2. Economic Turmoil
The second thing that inclines me to preach on this just now is that few things have had a more pervasive effect on our lives nationally and globally in recent years than the financial turmoil around the world. We need to hear at least some of God’s perspective on this.
And that is all we ever have—some of his perspective. He is God and we are not. He has told of some of what he is doing in this recession. But most of what he is doing—billions and billions of God-designed effects—he does not tell us. But what he does tell us is crucial for living amid the providence of what he does not tell us.
3. “Finishing the Million”
Third, I want to put the present financial sprint to finish the North Campus—the sprint we are calling Finish the Million by March—in a larger biblical and contemporary context, to guard us from a kind of ecclesiastical myopia.
So those are the reasons for this message.
Now what are some of God’s purposes in this recession?
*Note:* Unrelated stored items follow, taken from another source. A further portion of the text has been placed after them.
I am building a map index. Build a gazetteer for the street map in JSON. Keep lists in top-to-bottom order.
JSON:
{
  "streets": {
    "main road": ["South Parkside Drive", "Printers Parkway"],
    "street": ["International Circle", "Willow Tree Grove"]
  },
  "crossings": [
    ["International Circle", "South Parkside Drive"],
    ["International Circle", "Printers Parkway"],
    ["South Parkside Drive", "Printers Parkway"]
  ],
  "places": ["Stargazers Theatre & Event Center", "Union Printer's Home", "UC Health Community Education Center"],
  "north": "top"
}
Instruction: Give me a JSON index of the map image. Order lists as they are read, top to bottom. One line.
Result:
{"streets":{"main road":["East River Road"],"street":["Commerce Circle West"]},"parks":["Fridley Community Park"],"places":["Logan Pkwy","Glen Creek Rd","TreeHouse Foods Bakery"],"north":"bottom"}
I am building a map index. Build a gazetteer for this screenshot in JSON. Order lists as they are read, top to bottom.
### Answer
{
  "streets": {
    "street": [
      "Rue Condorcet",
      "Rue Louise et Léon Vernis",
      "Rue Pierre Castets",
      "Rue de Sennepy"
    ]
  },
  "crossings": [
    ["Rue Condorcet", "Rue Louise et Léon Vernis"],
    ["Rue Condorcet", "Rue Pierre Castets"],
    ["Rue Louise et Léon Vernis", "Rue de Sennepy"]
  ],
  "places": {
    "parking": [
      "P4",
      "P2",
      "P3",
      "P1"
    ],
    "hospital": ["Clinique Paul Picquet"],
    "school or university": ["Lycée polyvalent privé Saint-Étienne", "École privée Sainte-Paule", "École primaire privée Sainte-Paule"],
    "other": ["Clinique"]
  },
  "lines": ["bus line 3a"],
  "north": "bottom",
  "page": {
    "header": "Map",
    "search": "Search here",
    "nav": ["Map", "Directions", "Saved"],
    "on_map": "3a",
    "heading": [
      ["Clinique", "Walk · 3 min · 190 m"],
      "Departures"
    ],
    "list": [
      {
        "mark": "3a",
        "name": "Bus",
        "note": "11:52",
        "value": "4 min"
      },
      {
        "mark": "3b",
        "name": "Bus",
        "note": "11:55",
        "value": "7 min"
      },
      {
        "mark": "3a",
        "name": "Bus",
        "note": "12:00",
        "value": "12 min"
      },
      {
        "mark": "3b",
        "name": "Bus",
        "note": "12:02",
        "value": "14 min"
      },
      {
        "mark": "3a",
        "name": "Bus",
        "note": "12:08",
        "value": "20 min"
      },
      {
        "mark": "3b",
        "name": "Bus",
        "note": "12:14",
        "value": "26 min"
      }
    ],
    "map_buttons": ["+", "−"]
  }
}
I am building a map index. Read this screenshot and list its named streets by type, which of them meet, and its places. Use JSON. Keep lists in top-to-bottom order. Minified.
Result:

I will mention five:
The book of Job in the Old Testament begins, “There was a man in the land of Uz whose name was Job, and that man was blameless and upright, one who feared God and turned away from evil” (Job 1:1). But in the last chapter of the book, Job says, “I despise myself, and repent in dust and ashes” (Job 42:6). He was “blameless,” but later he repented. What does that mean?
It means that the most godly people in the world are like a clear glass of water with a sediment of sin hidden at the bottom of the glass. And when the glass is struck—with Job’s suffering, or with our recession—the sediment of sin is stirred up and exposed, and the water becomes cloudy. That’s one of the things that recessions are for.
And it works both individually and socially.
Individually Paul said in 2 Corinthians 1:8-9, “We were so utterly burdened beyond our strength that we despaired of life itself. Indeed, we felt that we had received the sentence of death. But that was to make us rely not on ourselves but on God who raises the dead.”
God brought his own faithful servant Paul to the brink of death so that he might learn more deeply to rely not on himself but on God. If that happened to Paul, we may be sure that God is doing that for us as well in this recession. That we may rely on him and not ourselves.
At the bottom of every Christian heart—no matter how advanced in faith and godliness—there is the sediment of self-reliance. Then God shakes our lives, sometimes to the foundations, to show us our self-reliance and clean it out with a new, deeper reliance on him.